Task prompt » Every line below should come back exactly as written, though the pictures stay out.

Material for the task »
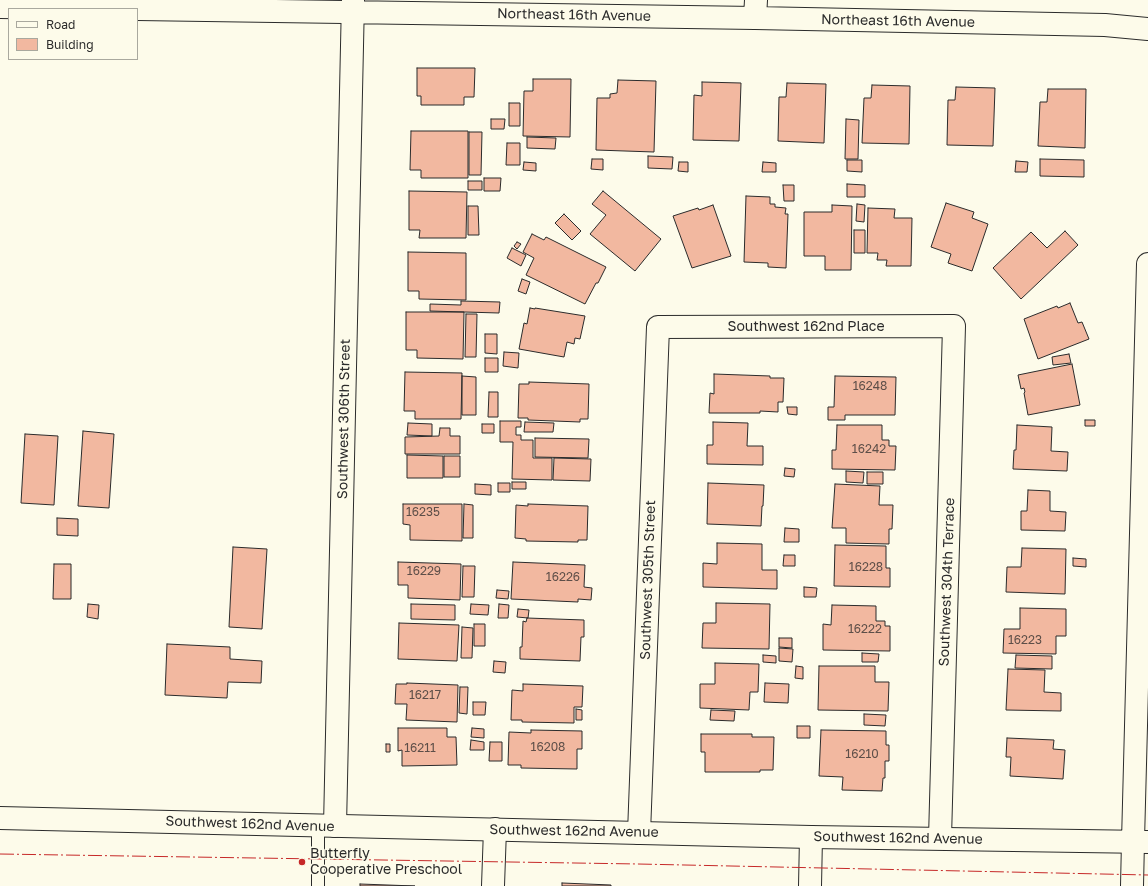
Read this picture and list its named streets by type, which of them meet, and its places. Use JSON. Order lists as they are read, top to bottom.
{
  "streets": {
    "street": [
      "Northeast 16th Avenue",
      "Southwest 162nd Place",
      "Southwest 306th Street",
      "Southwest 305th Street",
      "Southwest 304th Terrace",
      "Southwest 162nd Avenue"
    ]
  },
  "crossings": [
    ["Northeast 16th Avenue", "Southwest 306th Street"],
    ["Southwest 162nd Place", "Southwest 305th Street"],
    ["Southwest 162nd Place", "Southwest 304th Terrace"],
    ["Southwest 306th Street", "Southwest 162nd Avenue"],
    ["Southwest 305th Street", "Southwest 162nd Avenue"],
    ["Southwest 304th Terrace", "Southwest 162nd Avenue"]
  ],
  "places": ["Butterfly Cooperative Preschool"],
  "house_numbers": [
    "16248",
    "16242",
    "16235",
    "16228",
    "16229",
    "16226",
    "16222",
    "16223",
    "16217",
    "16208",
    "16211",
    "16210"
  ],
  "legend": ["Road", "Building"]
}
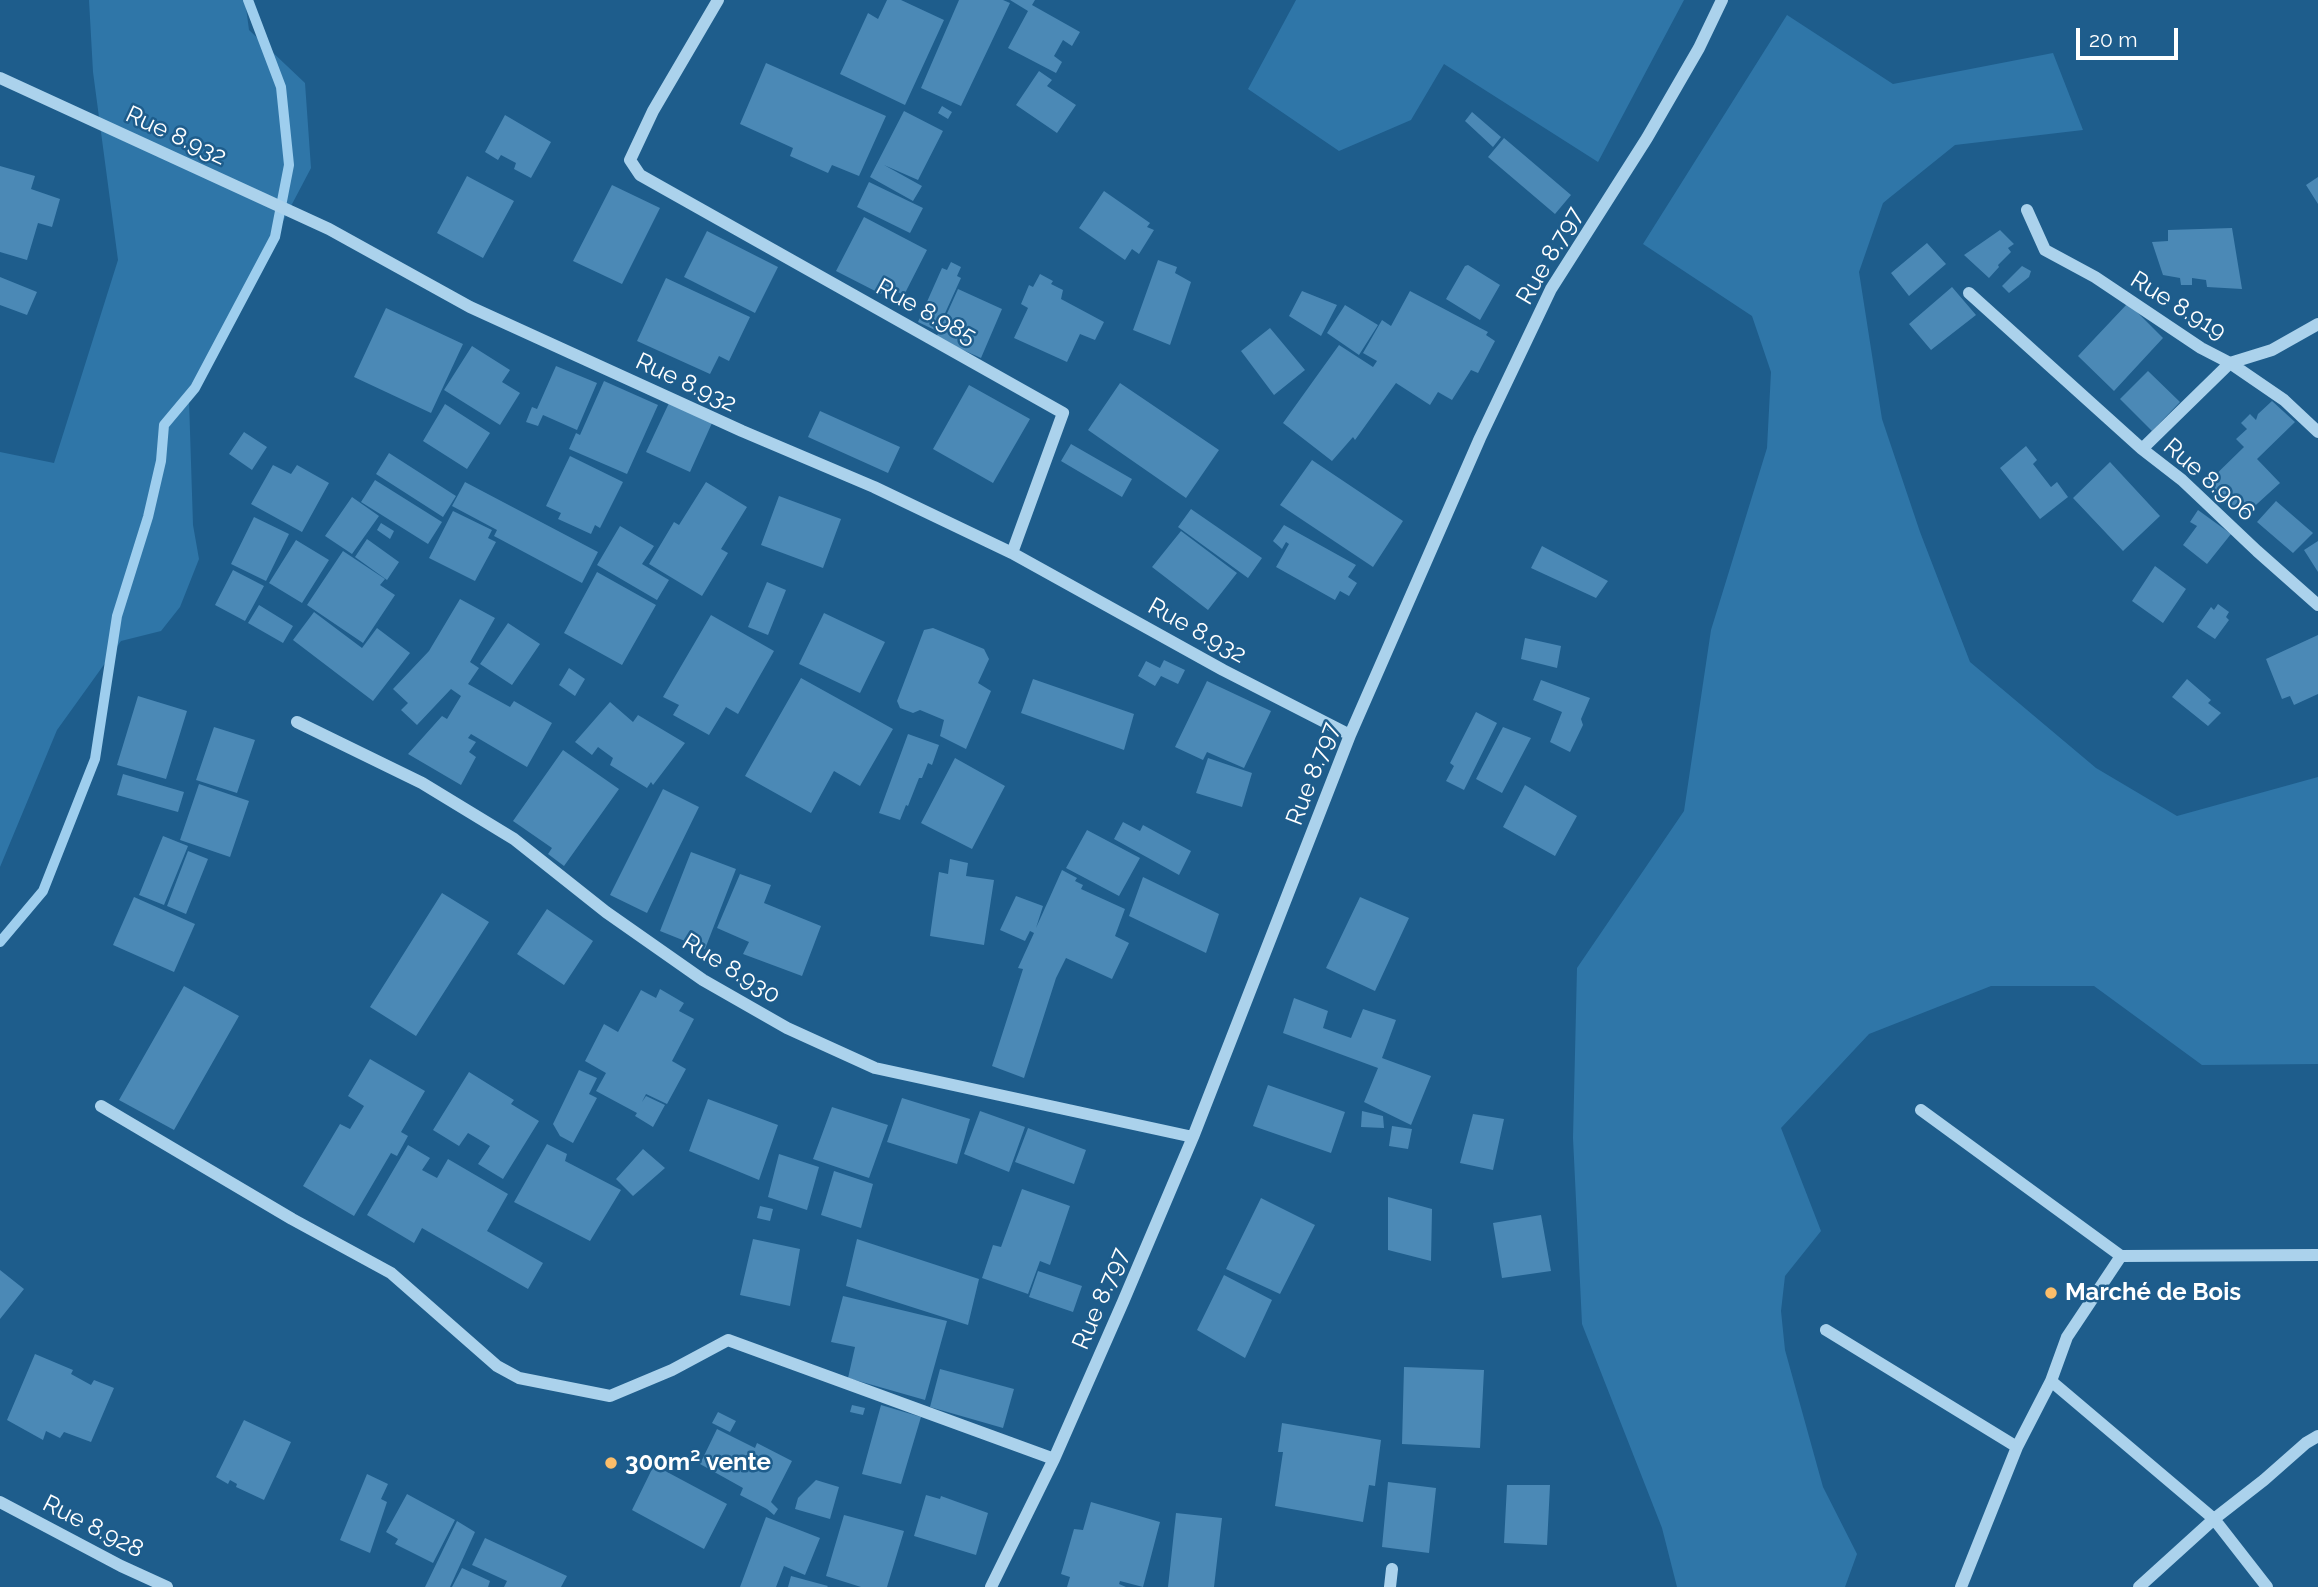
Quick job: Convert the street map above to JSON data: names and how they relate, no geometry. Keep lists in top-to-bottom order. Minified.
{"streets":{"street":["Rue 8.932","Rue 8.797","Rue 8.919","Rue 8.985","Rue 8.906","Rue 8.930","Rue 8.928"]},"crossings":[["Rue 8.932","Rue 8.797"],["Rue 8.932","Rue 8.985"],["Rue 8.797","Rue 8.930"],["Rue 8.919","Rue 8.906"]],"places":["Marché de Bois","300m² vente"],"scale_bar":"20 m"}
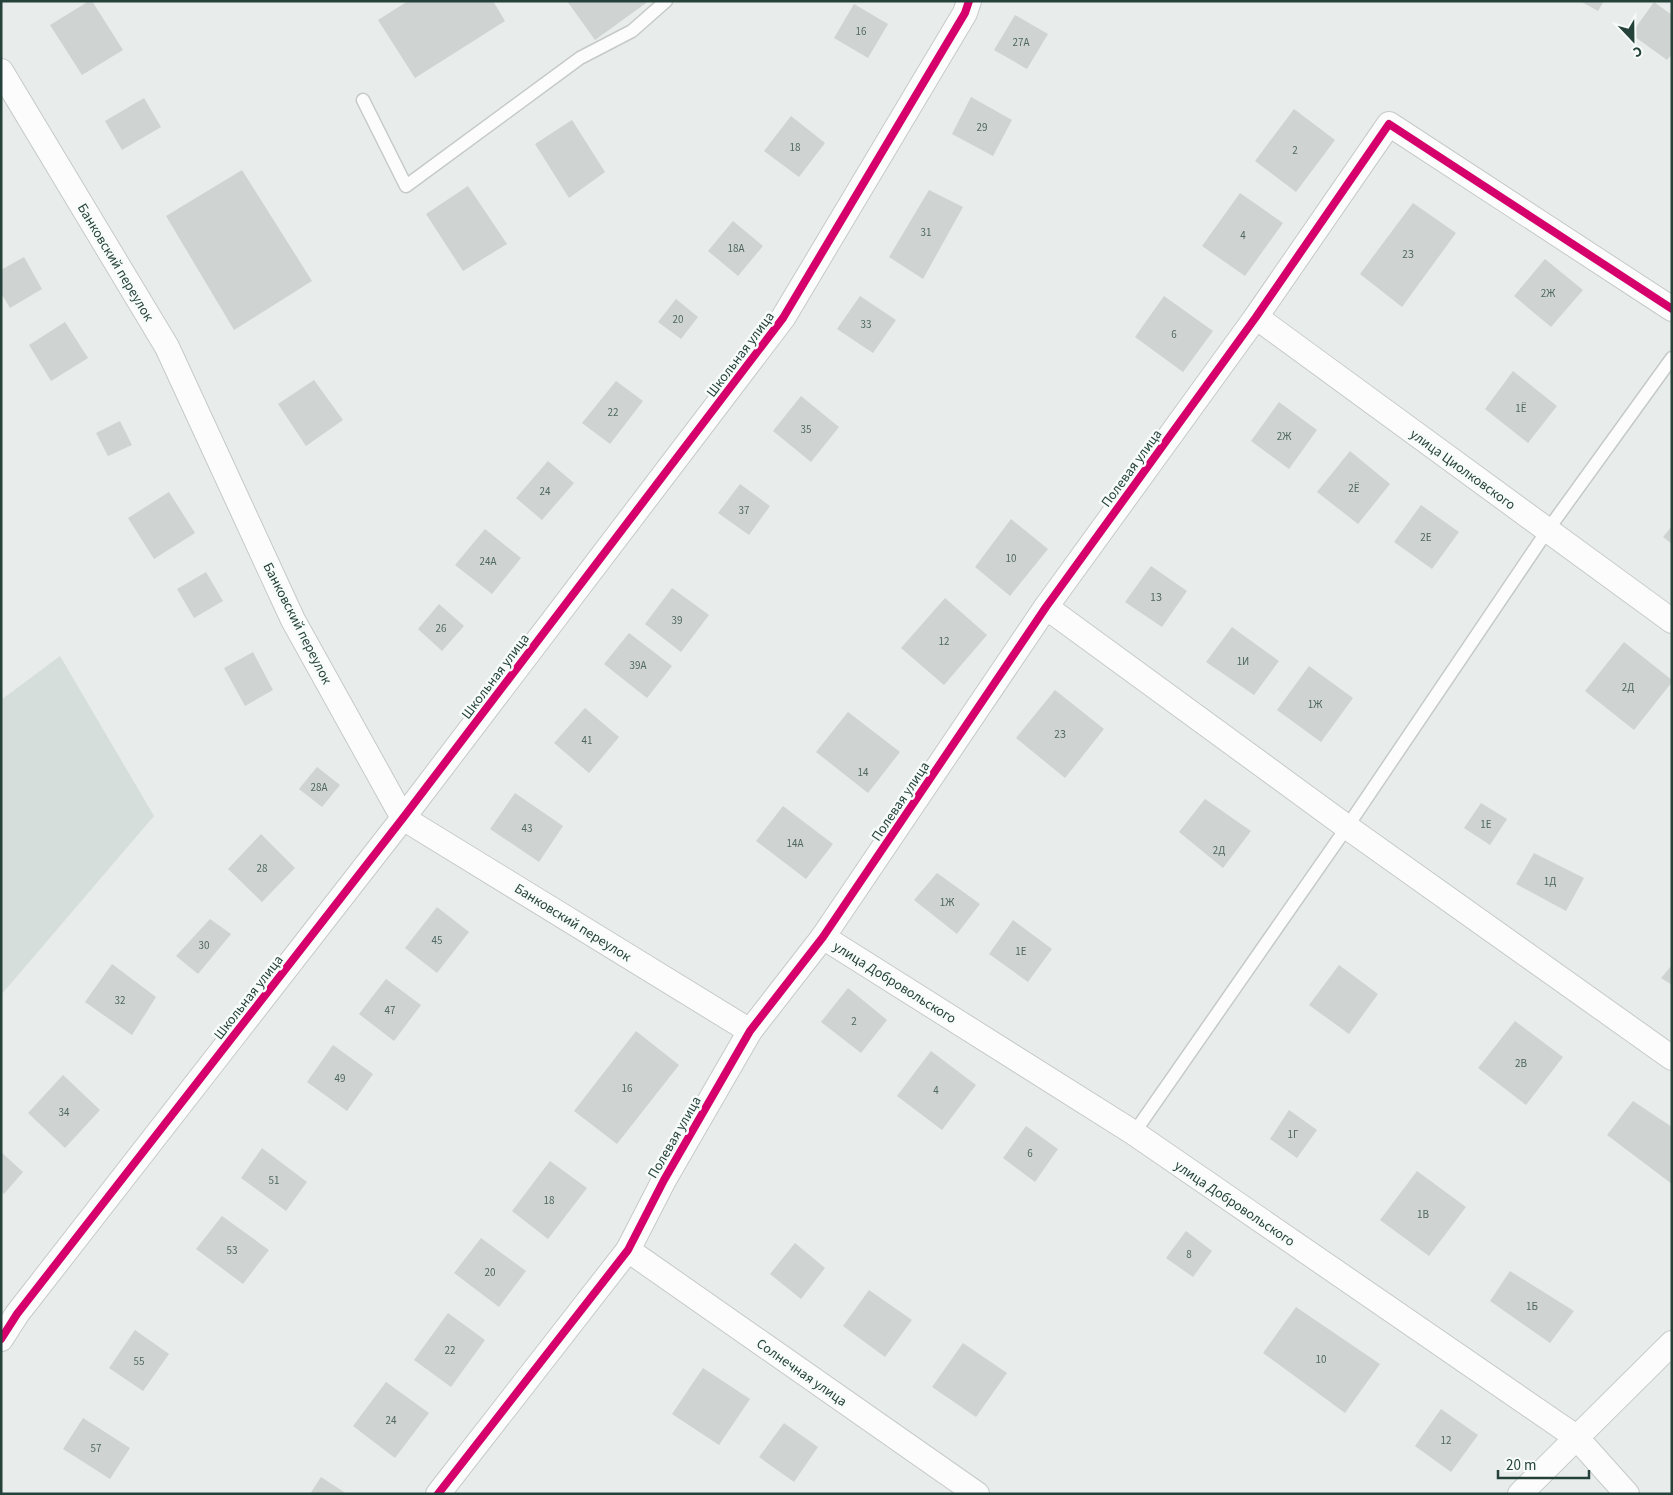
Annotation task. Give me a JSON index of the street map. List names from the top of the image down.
{
  "streets": {
    "street": [
      "Банковский переулок",
      "Школьная улица",
      "Полевая улица",
      "улица Циолковского",
      "улица Добровольского",
      "Солнечная улица"
    ]
  },
  "crossings": [
    ["Банковский переулок", "Школьная улица"],
    ["Банковский переулок", "Полевая улица"],
    ["Полевая улица", "улица Циолковского"],
    ["Полевая улица", "улица Добровольского"],
    ["Полевая улица", "Солнечная улица"]
  ],
  "house_numbers": [
    "16",
    "27А",
    "29",
    "18",
    "2",
    "31",
    "4",
    "18А",
    "2З",
    "2Ж",
    "20",
    "33",
    "6",
    "1Ё",
    "22",
    "35",
    "2Ж",
    "2Ё",
    "24",
    "37",
    "2Е",
    "10",
    "24А",
    "1З",
    "39",
    "26",
    "12",
    "1И",
    "39А",
    "2Д",
    "1Ж",
    "2З",
    "41",
    "14",
    "28А",
    "1Е",
    "43",
    "14А",
    "2Д",
    "28",
    "1Д",
    "1Ж",
    "45",
    "30",
    "1Е",
    "32",
    "47",
    "2",
    "2В",
    "49",
    "16",
    "4",
    "34",
    "1Г",
    "6",
    "51",
    "18",
    "1В",
    "53",
    "8",
    "20",
    "1Б",
    "22",
    "10",
    "55",
    "24",
    "12",
    "57"
  ],
  "scale_bar": "20 m",
  "north": "bottom"
}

Result of this exercise »
Read this picture and list its named streets by type, which of them meet, and its places. Use JSON. Order lists as they are read, top to bottom.
{
  "streets": {
    "street": [
      "Northeast 16th Avenue",
      "Southwest 162nd Place",
      "Southwest 306th Street",
      "Southwest 305th Street",
      "Southwest 304th Terrace",
      "Southwest 162nd Avenue"
    ]
  },
  "crossings": [
    ["Northeast 16th Avenue", "Southwest 306th Street"],
    ["Southwest 162nd Place", "Southwest 305th Street"],
    ["Southwest 162nd Place", "Southwest 304th Terrace"],
    ["Southwest 306th Street", "Southwest 162nd Avenue"],
    ["Southwest 305th Street", "Southwest 162nd Avenue"],
    ["Southwest 304th Terrace", "Southwest 162nd Avenue"]
  ],
  "places": ["Butterfly Cooperative Preschool"],
  "house_numbers": [
    "16248",
    "16242",
    "16235",
    "16228",
    "16229",
    "16226",
    "16222",
    "16223",
    "16217",
    "16208",
    "16211",
    "16210"
  ],
  "legend": ["Road", "Building"]
}
Quick job: Convert the street map above to JSON data: names and how they relate, no geometry. Keep lists in top-to-bottom order. Minified.
{"streets":{"street":["Rue 8.932","Rue 8.797","Rue 8.919","Rue 8.985","Rue 8.906","Rue 8.930","Rue 8.928"]},"crossings":[["Rue 8.932","Rue 8.797"],["Rue 8.932","Rue 8.985"],["Rue 8.797","Rue 8.930"],["Rue 8.919","Rue 8.906"]],"places":["Marché de Bois","300m² vente"],"scale_bar":"20 m"}
Annotation task. Give me a JSON index of the street map. List names from the top of the image down.
{
  "streets": {
    "street": [
      "Банковский переулок",
      "Школьная улица",
      "Полевая улица",
      "улица Циолковского",
      "улица Добровольского",
      "Солнечная улица"
    ]
  },
  "crossings": [
    ["Банковский переулок", "Школьная улица"],
    ["Банковский переулок", "Полевая улица"],
    ["Полевая улица", "улица Циолковского"],
    ["Полевая улица", "улица Добровольского"],
    ["Полевая улица", "Солнечная улица"]
  ],
  "house_numbers": [
    "16",
    "27А",
    "29",
    "18",
    "2",
    "31",
    "4",
    "18А",
    "2З",
    "2Ж",
    "20",
    "33",
    "6",
    "1Ё",
    "22",
    "35",
    "2Ж",
    "2Ё",
    "24",
    "37",
    "2Е",
    "10",
    "24А",
    "1З",
    "39",
    "26",
    "12",
    "1И",
    "39А",
    "2Д",
    "1Ж",
    "2З",
    "41",
    "14",
    "28А",
    "1Е",
    "43",
    "14А",
    "2Д",
    "28",
    "1Д",
    "1Ж",
    "45",
    "30",
    "1Е",
    "32",
    "47",
    "2",
    "2В",
    "49",
    "16",
    "4",
    "34",
    "1Г",
    "6",
    "51",
    "18",
    "1В",
    "53",
    "8",
    "20",
    "1Б",
    "22",
    "10",
    "55",
    "24",
    "12",
    "57"
  ],
  "scale_bar": "20 m",
  "north": "bottom"
}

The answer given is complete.